YOUR INSTRUCTIONS – Could you copy exactly the line that contains "6 2 6-2v14l-6" and every line after it to the end of the records, and nothing more?

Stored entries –
===
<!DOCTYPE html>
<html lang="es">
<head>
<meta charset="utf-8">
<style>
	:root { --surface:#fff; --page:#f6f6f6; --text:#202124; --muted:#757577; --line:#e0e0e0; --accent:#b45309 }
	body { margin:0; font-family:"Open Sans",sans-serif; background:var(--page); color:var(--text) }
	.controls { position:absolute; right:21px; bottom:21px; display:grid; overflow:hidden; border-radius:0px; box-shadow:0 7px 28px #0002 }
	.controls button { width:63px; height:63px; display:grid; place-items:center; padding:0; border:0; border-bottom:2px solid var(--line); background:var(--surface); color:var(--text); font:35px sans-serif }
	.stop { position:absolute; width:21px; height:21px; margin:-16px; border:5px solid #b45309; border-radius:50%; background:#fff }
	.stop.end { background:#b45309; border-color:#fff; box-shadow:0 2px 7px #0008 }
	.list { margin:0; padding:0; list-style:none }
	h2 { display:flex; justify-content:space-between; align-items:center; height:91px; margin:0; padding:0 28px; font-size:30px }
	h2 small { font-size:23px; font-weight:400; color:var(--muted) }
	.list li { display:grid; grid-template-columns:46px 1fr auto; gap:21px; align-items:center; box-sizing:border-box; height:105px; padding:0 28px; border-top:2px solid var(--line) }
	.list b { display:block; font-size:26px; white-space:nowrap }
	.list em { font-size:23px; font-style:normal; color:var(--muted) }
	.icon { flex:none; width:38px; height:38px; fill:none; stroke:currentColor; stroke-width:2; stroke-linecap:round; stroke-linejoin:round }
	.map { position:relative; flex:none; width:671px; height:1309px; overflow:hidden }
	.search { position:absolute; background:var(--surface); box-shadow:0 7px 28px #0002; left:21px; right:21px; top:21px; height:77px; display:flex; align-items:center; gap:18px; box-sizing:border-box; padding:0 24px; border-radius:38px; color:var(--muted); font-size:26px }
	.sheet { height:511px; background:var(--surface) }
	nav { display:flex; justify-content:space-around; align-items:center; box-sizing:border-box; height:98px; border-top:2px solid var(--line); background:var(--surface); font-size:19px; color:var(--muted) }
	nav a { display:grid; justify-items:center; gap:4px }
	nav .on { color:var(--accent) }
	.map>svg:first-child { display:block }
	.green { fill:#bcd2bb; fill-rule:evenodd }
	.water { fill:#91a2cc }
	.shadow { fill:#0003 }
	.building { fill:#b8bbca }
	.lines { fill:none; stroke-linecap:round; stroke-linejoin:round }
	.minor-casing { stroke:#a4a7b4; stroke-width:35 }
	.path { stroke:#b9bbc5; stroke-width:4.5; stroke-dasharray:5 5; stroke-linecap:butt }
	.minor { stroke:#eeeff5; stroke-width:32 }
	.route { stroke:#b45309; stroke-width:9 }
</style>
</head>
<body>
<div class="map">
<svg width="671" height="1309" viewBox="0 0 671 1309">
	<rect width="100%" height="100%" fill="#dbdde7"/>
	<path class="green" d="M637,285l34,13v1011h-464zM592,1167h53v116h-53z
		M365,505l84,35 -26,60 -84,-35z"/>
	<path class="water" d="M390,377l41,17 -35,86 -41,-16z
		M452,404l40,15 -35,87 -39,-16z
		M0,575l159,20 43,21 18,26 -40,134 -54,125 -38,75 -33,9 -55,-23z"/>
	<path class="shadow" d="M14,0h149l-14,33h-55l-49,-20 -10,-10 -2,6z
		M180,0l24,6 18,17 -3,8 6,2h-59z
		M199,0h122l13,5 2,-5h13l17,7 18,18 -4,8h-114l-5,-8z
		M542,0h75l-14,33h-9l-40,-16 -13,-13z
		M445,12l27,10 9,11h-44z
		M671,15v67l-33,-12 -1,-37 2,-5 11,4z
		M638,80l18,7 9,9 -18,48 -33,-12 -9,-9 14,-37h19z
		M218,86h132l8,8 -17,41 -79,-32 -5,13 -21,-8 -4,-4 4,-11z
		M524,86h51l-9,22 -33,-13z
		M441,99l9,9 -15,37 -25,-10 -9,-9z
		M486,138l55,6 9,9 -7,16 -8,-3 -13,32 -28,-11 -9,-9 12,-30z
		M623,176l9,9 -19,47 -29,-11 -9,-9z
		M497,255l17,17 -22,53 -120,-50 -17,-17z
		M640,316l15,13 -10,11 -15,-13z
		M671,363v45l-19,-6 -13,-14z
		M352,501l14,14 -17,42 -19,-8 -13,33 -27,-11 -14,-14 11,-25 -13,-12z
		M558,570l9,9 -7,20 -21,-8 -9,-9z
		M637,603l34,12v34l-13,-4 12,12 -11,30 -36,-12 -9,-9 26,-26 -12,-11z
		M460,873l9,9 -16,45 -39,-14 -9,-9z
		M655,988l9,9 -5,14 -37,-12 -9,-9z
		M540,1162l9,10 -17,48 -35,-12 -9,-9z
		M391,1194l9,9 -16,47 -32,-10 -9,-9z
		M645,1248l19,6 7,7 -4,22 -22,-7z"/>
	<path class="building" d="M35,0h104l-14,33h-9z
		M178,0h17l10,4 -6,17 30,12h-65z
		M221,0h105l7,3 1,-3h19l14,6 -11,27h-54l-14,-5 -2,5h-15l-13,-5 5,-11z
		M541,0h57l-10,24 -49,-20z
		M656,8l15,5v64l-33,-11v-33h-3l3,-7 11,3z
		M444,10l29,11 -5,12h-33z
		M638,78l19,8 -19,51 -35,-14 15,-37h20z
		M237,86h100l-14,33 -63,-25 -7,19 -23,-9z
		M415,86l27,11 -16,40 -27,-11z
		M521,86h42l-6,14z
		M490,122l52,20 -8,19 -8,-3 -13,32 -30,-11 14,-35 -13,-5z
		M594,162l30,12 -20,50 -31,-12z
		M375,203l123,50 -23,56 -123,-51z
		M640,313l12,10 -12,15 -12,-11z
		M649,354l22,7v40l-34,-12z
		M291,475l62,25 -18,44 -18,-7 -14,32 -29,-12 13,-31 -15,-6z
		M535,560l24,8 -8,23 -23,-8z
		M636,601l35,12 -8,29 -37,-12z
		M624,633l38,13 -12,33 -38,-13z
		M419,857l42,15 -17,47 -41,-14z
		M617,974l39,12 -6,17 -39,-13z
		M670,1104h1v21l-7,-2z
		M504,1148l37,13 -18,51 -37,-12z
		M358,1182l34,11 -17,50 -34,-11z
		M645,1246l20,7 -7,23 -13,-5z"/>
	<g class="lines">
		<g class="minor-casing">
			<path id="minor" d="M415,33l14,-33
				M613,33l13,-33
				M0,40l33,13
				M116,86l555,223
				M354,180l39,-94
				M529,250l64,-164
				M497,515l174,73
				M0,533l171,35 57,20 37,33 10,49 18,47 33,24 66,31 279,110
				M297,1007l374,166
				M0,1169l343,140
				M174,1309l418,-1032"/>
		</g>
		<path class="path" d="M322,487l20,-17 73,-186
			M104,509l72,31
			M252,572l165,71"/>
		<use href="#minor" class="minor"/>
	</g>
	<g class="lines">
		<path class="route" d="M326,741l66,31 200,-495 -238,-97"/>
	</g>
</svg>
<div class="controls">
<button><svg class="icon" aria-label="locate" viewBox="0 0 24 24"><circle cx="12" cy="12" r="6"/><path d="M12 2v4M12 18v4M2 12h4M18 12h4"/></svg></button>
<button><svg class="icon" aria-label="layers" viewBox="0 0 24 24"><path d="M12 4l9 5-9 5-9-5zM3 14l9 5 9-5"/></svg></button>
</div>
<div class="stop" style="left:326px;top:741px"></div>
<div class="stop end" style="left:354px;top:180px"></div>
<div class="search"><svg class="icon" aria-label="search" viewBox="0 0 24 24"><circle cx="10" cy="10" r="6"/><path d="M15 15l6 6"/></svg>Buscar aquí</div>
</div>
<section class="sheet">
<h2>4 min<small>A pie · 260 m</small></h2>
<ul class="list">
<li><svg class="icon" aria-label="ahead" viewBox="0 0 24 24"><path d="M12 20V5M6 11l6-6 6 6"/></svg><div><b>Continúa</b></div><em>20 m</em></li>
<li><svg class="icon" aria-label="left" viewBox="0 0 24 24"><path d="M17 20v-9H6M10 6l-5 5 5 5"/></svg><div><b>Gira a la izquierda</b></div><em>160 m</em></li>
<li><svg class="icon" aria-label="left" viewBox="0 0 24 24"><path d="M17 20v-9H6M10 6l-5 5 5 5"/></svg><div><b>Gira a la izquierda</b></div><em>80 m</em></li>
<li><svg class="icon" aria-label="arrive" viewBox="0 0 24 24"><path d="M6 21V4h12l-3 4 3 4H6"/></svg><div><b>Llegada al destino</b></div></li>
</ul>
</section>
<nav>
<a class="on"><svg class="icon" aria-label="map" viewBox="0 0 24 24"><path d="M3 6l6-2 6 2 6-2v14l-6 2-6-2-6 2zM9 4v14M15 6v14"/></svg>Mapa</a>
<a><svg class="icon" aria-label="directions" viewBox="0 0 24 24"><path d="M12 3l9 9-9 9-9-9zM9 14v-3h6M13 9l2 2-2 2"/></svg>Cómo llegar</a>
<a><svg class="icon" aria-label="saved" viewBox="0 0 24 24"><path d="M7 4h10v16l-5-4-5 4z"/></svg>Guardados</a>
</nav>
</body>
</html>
===
REPLY –
<a class="on"><svg class="icon" aria-label="map" viewBox="0 0 24 24"><path d="M3 6l6-2 6 2 6-2v14l-6 2-6-2-6 2zM9 4v14M15 6v14"/></svg>Mapa</a>
<a><svg class="icon" aria-label="directions" viewBox="0 0 24 24"><path d="M12 3l9 9-9 9-9-9zM9 14v-3h6M13 9l2 2-2 2"/></svg>Cómo llegar</a>
<a><svg class="icon" aria-label="saved" viewBox="0 0 24 24"><path d="M7 4h10v16l-5-4-5 4z"/></svg>Guardados</a>
</nav>
</body>
</html>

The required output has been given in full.